While the legal structure of the companies will change, Marchionne has said few employees will be affected.

A Fiat spokesman said there will only be a small representative office in the Netherlands. However, a corporate office in London will house “central functions” of the company, the spokesman said. The number of employees that will work in London and the number of employees stationed there is still a “work in progress.”

Fiat also announced Friday that Fiat Chrysler Automobiles will have 10 board members after the merger transaction clears all of its regulatory hurdles.

They are: Fiat and Exor Chairman John Elkann, Fiat and Chrysler CEO Sergio Marchionne, Exor board member and Juventus Football Club chairman Andrea Agnelli, Exor Vice Chairman Tiberto Brandolini d’Adda, Senior Advisor at Affiliated Managers Group Limited Glenn Earle, Valerie A. Mars, Brown University President Ruth J. Simmons, Teachers Insurance and Annuity Association Chairman Ronald L. Thompson, member of the British House of Lords Baroness Patience Wheatcroft, Alpilles managing partner Stephen M. Wolf and Ermenegildo Zegna CEO Ermenegildo Zegna.

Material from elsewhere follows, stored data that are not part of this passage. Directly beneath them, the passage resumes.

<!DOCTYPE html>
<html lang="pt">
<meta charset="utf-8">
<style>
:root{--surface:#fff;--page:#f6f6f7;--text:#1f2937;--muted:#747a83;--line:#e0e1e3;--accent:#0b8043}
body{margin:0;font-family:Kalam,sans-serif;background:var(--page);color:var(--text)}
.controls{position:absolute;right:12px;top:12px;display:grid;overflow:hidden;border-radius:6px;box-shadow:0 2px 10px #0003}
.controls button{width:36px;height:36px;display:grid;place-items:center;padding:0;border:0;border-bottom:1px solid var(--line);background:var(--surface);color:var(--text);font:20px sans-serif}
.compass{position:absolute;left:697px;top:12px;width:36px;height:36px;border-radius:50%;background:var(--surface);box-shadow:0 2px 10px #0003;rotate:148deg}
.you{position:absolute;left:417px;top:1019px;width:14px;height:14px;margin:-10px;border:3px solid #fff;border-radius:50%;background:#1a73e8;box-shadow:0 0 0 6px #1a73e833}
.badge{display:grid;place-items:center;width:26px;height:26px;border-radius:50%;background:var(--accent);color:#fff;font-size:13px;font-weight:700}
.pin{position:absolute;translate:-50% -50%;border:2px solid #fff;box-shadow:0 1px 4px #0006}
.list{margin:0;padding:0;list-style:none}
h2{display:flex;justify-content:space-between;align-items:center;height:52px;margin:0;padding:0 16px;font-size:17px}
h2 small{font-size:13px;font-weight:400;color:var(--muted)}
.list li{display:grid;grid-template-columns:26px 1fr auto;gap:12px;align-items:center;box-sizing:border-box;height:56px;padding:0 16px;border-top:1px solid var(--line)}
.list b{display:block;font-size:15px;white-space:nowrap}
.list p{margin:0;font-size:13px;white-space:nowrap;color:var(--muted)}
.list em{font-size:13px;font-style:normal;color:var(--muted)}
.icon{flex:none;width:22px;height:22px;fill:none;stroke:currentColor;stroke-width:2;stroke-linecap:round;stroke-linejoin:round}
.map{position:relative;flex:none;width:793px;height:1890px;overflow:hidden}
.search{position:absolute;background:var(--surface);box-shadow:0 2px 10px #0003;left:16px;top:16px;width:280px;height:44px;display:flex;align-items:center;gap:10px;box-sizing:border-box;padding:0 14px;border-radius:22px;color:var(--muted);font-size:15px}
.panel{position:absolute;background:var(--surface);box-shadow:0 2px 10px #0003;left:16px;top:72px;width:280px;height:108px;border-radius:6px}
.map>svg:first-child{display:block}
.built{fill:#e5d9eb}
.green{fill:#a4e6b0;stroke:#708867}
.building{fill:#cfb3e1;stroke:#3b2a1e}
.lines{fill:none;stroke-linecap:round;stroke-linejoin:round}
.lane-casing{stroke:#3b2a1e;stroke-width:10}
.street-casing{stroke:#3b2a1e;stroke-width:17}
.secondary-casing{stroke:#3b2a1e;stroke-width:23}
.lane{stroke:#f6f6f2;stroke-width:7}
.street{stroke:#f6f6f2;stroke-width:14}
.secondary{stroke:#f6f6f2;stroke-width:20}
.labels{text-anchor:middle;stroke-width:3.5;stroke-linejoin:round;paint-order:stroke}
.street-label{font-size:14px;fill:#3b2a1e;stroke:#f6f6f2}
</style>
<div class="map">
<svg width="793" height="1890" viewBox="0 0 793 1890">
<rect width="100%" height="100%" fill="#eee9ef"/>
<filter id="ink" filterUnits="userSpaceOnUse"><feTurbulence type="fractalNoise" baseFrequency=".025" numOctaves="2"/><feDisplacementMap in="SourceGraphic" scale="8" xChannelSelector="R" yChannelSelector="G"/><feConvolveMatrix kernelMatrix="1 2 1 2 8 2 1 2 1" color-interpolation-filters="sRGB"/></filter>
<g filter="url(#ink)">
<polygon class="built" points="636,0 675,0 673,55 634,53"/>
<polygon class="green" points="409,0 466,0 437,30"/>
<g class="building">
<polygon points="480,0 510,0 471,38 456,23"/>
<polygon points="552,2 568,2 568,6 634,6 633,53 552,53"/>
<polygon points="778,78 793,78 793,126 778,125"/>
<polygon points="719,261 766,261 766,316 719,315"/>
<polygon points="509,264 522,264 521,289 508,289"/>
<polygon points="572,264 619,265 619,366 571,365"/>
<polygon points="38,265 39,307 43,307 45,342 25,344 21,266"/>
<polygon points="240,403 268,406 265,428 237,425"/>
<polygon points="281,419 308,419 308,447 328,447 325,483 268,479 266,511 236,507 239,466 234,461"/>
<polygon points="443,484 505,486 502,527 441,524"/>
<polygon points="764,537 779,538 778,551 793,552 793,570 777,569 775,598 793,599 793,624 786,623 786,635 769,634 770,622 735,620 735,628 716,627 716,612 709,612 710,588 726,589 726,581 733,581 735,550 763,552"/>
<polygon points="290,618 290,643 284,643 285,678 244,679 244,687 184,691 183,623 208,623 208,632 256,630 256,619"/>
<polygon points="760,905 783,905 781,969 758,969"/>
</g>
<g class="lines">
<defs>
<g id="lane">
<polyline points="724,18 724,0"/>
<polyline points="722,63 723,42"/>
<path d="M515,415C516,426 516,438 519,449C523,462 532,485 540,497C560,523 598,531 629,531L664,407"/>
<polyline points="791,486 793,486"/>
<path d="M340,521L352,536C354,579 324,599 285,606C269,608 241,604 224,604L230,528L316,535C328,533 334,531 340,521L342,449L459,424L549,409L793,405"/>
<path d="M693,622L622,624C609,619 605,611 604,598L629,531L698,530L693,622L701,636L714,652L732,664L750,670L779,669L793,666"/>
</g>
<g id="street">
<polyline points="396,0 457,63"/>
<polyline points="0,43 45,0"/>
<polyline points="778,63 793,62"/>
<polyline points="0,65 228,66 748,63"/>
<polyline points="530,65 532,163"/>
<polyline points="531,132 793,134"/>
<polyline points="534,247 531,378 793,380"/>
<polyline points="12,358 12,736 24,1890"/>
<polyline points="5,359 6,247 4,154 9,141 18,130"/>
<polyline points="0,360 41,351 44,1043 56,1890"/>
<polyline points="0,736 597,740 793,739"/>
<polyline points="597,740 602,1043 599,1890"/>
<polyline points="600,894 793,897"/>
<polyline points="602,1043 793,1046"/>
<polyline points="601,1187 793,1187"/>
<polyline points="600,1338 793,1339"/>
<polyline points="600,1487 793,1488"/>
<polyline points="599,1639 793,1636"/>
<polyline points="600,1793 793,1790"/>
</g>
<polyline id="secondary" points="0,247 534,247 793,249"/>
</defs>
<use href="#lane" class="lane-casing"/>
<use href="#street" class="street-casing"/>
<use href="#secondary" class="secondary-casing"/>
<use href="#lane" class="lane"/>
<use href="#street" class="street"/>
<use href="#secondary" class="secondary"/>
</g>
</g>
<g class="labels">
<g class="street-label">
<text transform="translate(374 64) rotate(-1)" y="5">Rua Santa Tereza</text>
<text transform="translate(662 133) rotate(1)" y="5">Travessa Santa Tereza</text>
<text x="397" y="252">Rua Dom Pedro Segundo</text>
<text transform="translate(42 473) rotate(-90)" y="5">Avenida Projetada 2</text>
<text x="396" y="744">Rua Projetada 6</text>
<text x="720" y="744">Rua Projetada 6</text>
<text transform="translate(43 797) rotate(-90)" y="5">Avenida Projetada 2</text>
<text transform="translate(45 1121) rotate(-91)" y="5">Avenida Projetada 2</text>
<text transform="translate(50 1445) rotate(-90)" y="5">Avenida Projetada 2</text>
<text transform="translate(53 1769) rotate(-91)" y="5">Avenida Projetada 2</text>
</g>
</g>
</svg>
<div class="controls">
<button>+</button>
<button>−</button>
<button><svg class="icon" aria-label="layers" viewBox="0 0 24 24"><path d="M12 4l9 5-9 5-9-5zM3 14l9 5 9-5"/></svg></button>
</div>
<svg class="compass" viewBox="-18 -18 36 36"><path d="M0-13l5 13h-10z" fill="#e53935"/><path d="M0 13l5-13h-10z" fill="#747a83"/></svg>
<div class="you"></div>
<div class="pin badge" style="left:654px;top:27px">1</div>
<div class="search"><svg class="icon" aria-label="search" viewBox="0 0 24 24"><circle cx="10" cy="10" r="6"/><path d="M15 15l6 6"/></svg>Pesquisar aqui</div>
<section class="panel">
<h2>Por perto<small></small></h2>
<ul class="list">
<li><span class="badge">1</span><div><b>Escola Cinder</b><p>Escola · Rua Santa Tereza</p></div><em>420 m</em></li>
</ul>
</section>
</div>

Both Fiat’s board of directors and Exor, an investment firm controlled by Fiat’s founding Agnelli family, favored the merger.

Exor, an investment fund controlled by the Agnelli family, currently owns 30.05 percent of Chrysler. Fiat and Chrysler disclosed last month that Exor’s voting power could rise to as much as 46 percent, but only if all existing shareholders opted out of the loyalty voting structure.